Below are the records; reproduce all of them exactly but without any images.

• **RECORD SET**
= Beginning of Section =

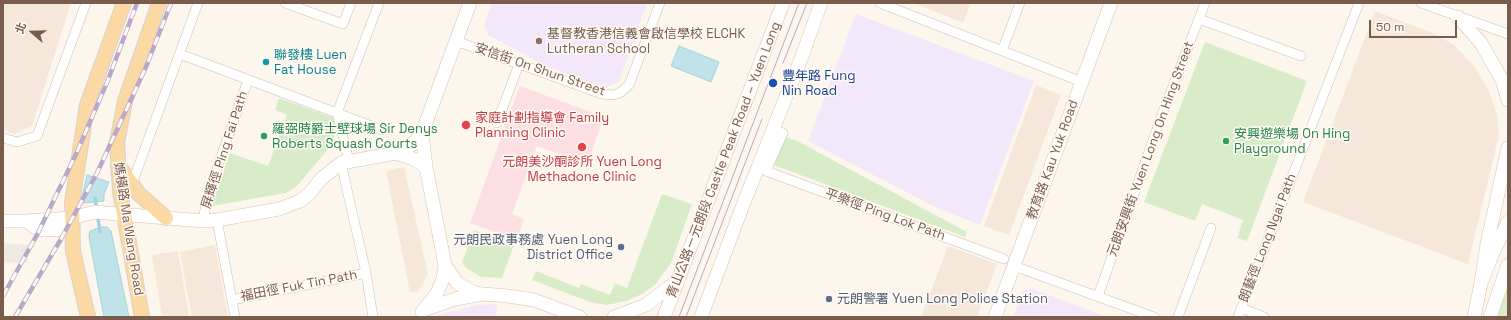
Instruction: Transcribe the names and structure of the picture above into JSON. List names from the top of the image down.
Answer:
{
  "streets": {
    "main road": ["青山公路－元朗段 Castle Peak Road – Yuen Long", "教育路 Kau Yuk Road", "媽橫路 Ma Wang Road"],
    "street": [
      "安信街 On Shun Street",
      "元朗安興街 Yuen Long On Hing Street",
      "屏輝徑 Ping Fai Path",
      "平樂徑 Ping Lok Path",
      "朗藝徑 Long Ngai Path",
      "福田徑 Fuk Tin Path"
    ]
  },
  "crossings": [
    ["元朗安興街 Yuen Long On Hing Street", "平樂徑 Ping Lok Path"],
    ["教育路 Kau Yuk Road", "平樂徑 Ping Lok Path"]
  ],
  "places": [
    "基督教香港信義會啟信學校 ELCHK Lutheran School",
    "聯發樓 Luen Fat House",
    "豐年路 Fung Nin Road",
    "家庭計劃指導會 Family Planning Clinic",
    "羅弼時爵士壁球場 Sir Denys Roberts Squash Courts",
    "安興遊樂場 On Hing Playground",
    "元朗美沙酮診所 Yuen Long Methadone Clinic",
    "元朗民政事務處 Yuen Long District Office",
    "元朗警署 Yuen Long Police Station"
  ],
  "scale_bar": "50 m",
  "north": "left"
}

= End of Section =

• **OUTPUT FOR THIS EXERCISE**
Instruction: Transcribe the names and structure of the picture above into JSON. List names from the top of the image down.
Answer:
{
  "streets": {
    "main road": ["青山公路－元朗段 Castle Peak Road – Yuen Long", "教育路 Kau Yuk Road", "媽橫路 Ma Wang Road"],
    "street": [
      "安信街 On Shun Street",
      "元朗安興街 Yuen Long On Hing Street",
      "屏輝徑 Ping Fai Path",
      "平樂徑 Ping Lok Path",
      "朗藝徑 Long Ngai Path",
      "福田徑 Fuk Tin Path"
    ]
  },
  "crossings": [
    ["元朗安興街 Yuen Long On Hing Street", "平樂徑 Ping Lok Path"],
    ["教育路 Kau Yuk Road", "平樂徑 Ping Lok Path"]
  ],
  "places": [
    "基督教香港信義會啟信學校 ELCHK Lutheran School",
    "聯發樓 Luen Fat House",
    "豐年路 Fung Nin Road",
    "家庭計劃指導會 Family Planning Clinic",
    "羅弼時爵士壁球場 Sir Denys Roberts Squash Courts",
    "安興遊樂場 On Hing Playground",
    "元朗美沙酮診所 Yuen Long Methadone Clinic",
    "元朗民政事務處 Yuen Long District Office",
    "元朗警署 Yuen Long Police Station"
  ],
  "scale_bar": "50 m",
  "north": "left"
}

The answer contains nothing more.